What the exercise asks = Filter the data below, keeping only lines that contain "Turn".

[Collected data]
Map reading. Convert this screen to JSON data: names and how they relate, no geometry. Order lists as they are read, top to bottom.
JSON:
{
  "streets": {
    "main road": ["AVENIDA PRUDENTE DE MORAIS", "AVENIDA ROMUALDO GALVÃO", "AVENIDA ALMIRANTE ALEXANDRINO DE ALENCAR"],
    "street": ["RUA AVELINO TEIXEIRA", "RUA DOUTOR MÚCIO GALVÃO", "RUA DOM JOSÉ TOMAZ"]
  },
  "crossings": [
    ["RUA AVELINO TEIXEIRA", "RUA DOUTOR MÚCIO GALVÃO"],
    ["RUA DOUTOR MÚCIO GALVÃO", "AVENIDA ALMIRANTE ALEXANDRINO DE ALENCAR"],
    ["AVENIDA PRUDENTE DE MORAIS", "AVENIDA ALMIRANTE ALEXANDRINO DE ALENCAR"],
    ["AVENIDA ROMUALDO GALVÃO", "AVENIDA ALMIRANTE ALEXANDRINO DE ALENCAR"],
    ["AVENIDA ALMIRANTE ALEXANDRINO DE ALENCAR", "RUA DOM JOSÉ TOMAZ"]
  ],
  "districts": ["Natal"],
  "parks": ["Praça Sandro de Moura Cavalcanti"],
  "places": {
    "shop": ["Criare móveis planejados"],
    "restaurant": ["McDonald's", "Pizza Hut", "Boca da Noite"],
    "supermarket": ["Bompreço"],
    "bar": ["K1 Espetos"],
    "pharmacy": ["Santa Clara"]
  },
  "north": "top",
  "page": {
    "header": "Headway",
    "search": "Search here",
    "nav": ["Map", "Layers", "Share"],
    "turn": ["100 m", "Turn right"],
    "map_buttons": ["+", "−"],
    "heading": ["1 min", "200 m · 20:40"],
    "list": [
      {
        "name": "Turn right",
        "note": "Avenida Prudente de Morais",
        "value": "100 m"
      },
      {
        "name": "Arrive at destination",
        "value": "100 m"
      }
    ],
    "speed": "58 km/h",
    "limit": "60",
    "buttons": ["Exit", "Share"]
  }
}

Exercise result =
    "turn": ["100 m", "Turn right"],
        "name": "Turn right",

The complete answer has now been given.